Mauricio era uma criança tranqüila, assim como seus colegas, vivia correndo pela escola chutando uma bola ou fugindo do pique esconde, batia figurinhas, visitava a casa dos avós aos domingos, adorava a macarronada com frango da avó Arminda, como a chamava. No seu aniversário de 10 anos tudo mudou. Foi apenas um presente, aquele presente que trouxe um novo sentido a sua vida. Ganhou um walkman, daqueles antigos a pilha, e que precisava de fitas k7 para se ouvir alguma coisa. Presente dado por seu tio “meio esquisito” Augusto. Ele achava aquele tio um pouco estranho, irmão da sua mãe, em sua casa possuía muitas coisas velhas, desde livros, discos, roupas, tanto que ele era dono de um brechó na cidade. Mas era um sujeito bacana, e aquele presente se tornou algo desafiador. O tio o chamou de canto e disse: “– Garoto, com esse aparelho você irá ouvir as vozes do mundo, tudo estará ao seu alcance, basta dar ouvido a eles”.

A mensagem instigou o pequeno Mauricio, e logo após o “parabéns” correu para o quarto, pegou as pilhas do controle da tevê, encaixou tudo, positivo e negativo, cada qual no seu lado, fones no ouvido, deu o play e nada, o motor girou o vazio, não tinha nenhuma fita k7, o pequeno garoto nem sabia que isso ainda existia.

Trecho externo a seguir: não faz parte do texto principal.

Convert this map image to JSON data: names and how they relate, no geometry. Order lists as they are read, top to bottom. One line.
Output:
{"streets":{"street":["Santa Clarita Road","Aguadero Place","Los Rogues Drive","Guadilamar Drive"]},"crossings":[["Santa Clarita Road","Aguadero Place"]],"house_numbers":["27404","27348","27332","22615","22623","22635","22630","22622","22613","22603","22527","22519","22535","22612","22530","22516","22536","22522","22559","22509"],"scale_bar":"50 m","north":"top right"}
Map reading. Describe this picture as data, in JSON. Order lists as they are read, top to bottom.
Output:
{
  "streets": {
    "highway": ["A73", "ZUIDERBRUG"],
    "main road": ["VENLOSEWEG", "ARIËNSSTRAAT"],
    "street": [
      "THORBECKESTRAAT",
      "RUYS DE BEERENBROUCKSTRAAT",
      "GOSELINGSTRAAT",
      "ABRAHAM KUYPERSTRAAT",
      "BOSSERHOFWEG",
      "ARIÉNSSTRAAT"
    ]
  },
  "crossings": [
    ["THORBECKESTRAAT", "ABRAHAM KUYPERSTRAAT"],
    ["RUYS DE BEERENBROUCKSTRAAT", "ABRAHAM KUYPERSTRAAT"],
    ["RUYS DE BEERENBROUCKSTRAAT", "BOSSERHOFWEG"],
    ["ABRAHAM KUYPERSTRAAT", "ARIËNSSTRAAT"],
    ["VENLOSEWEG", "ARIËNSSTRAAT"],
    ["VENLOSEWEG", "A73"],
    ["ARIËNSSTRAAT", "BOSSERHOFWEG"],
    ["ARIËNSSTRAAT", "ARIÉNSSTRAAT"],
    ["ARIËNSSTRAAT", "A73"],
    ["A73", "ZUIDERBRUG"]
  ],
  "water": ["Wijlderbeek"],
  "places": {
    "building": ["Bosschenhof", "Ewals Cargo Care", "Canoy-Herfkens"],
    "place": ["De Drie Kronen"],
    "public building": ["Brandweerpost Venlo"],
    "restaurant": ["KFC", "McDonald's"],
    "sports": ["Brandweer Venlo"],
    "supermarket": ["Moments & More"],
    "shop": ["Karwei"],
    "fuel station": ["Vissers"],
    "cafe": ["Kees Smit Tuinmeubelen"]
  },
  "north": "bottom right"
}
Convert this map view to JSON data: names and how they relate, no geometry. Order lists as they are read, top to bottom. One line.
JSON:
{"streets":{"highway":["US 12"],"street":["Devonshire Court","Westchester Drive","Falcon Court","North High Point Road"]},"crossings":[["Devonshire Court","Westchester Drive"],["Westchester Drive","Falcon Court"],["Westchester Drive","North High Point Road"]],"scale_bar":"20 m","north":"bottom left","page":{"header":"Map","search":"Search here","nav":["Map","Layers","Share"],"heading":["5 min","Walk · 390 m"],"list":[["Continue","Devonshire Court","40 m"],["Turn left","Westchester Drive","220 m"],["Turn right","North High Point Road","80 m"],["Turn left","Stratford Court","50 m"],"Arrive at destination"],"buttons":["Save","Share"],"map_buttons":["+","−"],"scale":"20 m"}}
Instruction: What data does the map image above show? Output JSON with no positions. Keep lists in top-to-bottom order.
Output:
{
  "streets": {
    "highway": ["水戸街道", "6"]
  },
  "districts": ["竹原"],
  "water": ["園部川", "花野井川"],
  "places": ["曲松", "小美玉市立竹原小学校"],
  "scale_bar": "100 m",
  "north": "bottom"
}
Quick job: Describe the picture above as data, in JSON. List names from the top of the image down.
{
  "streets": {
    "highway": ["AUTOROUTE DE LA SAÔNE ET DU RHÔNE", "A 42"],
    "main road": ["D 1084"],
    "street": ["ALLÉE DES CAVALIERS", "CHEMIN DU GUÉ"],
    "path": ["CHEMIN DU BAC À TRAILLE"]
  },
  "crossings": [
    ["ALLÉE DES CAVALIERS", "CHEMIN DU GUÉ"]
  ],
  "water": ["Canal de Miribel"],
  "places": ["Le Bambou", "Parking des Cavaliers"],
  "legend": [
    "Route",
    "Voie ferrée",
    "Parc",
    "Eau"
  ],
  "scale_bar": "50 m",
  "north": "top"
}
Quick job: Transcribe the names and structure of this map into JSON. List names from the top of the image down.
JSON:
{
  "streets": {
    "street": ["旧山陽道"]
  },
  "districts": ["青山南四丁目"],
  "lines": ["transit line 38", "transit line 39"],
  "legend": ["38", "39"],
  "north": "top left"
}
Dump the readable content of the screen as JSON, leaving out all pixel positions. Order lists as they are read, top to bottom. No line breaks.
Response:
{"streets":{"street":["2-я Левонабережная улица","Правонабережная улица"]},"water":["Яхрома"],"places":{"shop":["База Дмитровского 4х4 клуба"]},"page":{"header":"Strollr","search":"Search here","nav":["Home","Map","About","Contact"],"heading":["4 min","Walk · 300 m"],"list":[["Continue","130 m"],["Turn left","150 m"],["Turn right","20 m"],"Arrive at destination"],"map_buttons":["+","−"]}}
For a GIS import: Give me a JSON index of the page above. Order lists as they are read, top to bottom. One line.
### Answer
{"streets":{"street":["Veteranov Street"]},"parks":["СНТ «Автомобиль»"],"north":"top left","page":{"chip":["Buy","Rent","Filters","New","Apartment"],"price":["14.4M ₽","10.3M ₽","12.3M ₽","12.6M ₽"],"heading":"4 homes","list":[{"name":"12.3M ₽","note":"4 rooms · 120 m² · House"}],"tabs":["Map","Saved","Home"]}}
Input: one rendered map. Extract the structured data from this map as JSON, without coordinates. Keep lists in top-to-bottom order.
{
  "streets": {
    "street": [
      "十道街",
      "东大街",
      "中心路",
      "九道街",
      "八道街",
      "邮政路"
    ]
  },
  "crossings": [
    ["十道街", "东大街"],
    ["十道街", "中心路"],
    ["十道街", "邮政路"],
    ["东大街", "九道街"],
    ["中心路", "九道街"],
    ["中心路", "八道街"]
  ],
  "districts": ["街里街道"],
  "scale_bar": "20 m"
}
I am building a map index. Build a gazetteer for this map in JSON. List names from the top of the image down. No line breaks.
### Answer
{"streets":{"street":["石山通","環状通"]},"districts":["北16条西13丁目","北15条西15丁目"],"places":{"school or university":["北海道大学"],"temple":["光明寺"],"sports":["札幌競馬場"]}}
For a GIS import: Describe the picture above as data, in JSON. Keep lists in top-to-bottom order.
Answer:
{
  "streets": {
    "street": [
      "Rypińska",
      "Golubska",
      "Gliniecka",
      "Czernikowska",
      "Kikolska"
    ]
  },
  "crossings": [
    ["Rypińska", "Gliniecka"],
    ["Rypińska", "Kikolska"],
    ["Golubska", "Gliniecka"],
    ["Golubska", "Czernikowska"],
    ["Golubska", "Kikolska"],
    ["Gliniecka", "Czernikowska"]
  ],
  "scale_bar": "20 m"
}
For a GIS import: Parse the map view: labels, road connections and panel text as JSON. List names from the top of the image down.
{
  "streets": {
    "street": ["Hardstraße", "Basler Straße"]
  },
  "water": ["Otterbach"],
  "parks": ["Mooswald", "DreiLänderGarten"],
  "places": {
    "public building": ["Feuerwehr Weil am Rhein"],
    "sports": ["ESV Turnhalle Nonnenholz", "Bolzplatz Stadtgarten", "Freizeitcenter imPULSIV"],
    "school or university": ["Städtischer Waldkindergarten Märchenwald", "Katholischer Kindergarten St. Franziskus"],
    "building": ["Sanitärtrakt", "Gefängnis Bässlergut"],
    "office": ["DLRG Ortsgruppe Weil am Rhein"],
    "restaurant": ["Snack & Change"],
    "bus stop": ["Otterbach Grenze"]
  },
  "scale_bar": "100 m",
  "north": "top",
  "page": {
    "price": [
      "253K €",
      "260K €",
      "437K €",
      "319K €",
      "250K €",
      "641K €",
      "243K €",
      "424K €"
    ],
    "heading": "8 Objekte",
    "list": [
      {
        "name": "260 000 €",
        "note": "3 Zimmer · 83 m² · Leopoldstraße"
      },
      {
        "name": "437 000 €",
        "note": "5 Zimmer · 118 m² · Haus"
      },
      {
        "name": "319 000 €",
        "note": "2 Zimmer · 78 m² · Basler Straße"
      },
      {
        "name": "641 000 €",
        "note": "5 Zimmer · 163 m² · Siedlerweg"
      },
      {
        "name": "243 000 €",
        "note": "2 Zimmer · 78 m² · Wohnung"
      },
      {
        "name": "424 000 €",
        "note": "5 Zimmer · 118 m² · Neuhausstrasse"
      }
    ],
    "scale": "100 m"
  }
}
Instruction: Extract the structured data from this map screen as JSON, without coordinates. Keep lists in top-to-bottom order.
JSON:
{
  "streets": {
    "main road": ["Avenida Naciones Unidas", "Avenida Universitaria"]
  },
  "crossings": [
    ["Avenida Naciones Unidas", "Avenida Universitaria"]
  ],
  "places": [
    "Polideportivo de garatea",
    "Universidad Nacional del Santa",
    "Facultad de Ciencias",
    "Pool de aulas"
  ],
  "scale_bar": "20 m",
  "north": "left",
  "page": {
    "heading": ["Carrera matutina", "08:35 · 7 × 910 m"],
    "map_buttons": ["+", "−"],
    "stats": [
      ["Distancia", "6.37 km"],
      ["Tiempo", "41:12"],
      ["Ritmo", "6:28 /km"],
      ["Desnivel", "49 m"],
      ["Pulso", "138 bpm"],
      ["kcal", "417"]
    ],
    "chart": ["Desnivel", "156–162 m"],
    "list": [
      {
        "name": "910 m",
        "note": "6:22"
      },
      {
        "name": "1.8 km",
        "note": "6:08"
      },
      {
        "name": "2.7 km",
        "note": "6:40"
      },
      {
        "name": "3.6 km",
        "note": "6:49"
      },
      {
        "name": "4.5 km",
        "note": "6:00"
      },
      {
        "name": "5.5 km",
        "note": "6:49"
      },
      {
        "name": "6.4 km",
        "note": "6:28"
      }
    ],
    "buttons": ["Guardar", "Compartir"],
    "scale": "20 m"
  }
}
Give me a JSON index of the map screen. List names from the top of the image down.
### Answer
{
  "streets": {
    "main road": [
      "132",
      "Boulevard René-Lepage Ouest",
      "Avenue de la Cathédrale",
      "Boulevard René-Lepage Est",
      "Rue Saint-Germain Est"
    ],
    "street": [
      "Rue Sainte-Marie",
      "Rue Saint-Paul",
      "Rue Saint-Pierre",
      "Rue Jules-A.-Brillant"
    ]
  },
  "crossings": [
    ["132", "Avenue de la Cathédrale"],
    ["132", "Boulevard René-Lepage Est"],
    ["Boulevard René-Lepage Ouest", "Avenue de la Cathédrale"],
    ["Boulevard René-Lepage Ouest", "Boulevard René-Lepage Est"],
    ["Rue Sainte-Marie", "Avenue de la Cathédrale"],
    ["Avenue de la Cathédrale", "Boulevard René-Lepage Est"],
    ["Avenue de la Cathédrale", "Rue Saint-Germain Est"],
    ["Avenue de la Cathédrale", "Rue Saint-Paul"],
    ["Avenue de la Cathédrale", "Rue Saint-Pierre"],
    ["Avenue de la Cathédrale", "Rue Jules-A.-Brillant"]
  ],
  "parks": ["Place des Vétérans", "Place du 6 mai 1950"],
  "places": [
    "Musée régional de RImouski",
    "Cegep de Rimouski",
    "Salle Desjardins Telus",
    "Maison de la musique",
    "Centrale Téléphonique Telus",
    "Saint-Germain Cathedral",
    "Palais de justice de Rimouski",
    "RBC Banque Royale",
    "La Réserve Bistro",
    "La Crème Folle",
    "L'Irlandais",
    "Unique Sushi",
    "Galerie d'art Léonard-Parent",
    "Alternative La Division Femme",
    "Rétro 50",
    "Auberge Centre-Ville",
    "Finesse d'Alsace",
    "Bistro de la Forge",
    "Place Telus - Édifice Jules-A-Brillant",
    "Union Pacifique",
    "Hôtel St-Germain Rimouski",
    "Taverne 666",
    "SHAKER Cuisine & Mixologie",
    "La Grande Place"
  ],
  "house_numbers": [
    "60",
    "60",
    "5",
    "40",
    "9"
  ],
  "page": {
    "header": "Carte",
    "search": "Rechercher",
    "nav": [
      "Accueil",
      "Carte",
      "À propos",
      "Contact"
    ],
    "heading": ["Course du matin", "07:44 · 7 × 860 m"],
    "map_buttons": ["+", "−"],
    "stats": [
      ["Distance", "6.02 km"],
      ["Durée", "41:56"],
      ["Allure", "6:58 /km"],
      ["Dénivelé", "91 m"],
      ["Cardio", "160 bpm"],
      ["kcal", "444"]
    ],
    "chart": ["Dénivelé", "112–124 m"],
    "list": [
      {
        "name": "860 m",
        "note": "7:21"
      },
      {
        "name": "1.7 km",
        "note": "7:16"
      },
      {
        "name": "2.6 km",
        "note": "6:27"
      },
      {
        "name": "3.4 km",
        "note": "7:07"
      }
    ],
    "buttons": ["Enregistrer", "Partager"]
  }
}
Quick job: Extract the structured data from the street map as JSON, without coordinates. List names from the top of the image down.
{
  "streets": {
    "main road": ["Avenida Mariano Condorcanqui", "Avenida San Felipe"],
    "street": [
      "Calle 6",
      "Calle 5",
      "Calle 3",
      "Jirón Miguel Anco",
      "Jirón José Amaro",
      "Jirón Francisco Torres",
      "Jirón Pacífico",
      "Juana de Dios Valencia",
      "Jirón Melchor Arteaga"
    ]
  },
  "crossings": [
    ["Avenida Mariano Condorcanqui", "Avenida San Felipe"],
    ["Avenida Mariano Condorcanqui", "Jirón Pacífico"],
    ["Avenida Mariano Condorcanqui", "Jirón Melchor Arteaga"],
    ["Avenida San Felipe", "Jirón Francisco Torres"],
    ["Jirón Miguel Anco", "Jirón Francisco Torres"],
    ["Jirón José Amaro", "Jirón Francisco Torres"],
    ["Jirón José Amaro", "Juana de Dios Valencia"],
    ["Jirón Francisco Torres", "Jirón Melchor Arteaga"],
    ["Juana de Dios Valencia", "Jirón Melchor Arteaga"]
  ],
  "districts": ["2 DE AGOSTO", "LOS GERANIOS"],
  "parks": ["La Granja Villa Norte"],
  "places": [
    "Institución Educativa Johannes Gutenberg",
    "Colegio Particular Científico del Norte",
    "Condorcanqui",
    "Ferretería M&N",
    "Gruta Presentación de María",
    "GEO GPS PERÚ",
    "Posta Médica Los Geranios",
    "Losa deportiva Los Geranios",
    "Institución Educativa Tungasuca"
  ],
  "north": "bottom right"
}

Tudo estava tão diferente, tudo mudado, e seu tio estranho entrega aquela geringonça para ele e ainda diz que ele poderia ouvir o mundo. O tio muito do esperto, sabia que o garoto era curioso, e providenciou algumas fitas aleatórias, e as deixou antes de ir embora.

Já na cama, pegou a primeira fita, estava escrito apenas “Verão de 1987” no lado A, no verso não continha nada, apertou o play, e uma enxurrada de sons inundou os ouvidos do garoto, que tomou um baita susto com aquela barulheira toda. Aos poucos foi se acostumando as vozes, aos instrumentos, as melodias, e assim pegou no sono. Um belo e doce sonho.

No outro dia já fora a escola com os fones no ouvido, fones que se tornaria com o passar do tempo amigo inseparável de Mauricio. Na hora do intervalo já não corria mais atrás dos outros garotos, na mochila várias fitas k7, estava adorando todas aquelas músicas, e o mais gostoso, aquela coleção de fitinhas que precisava carregar. Começou a pedir para sua mãe levá-lo a casa de seu tio, queria muito mais daquelas, de onde saíram às primeiras. Augusto feliz com a surpresa tratou de separar as melhores, tirou a poeira de umas caixas que estavam guardadas no porão da loja e assim, uma por uma, foi entregando ao garoto, sem antes contar as histórias e o motivo que fizeram gravar aquelas músicas.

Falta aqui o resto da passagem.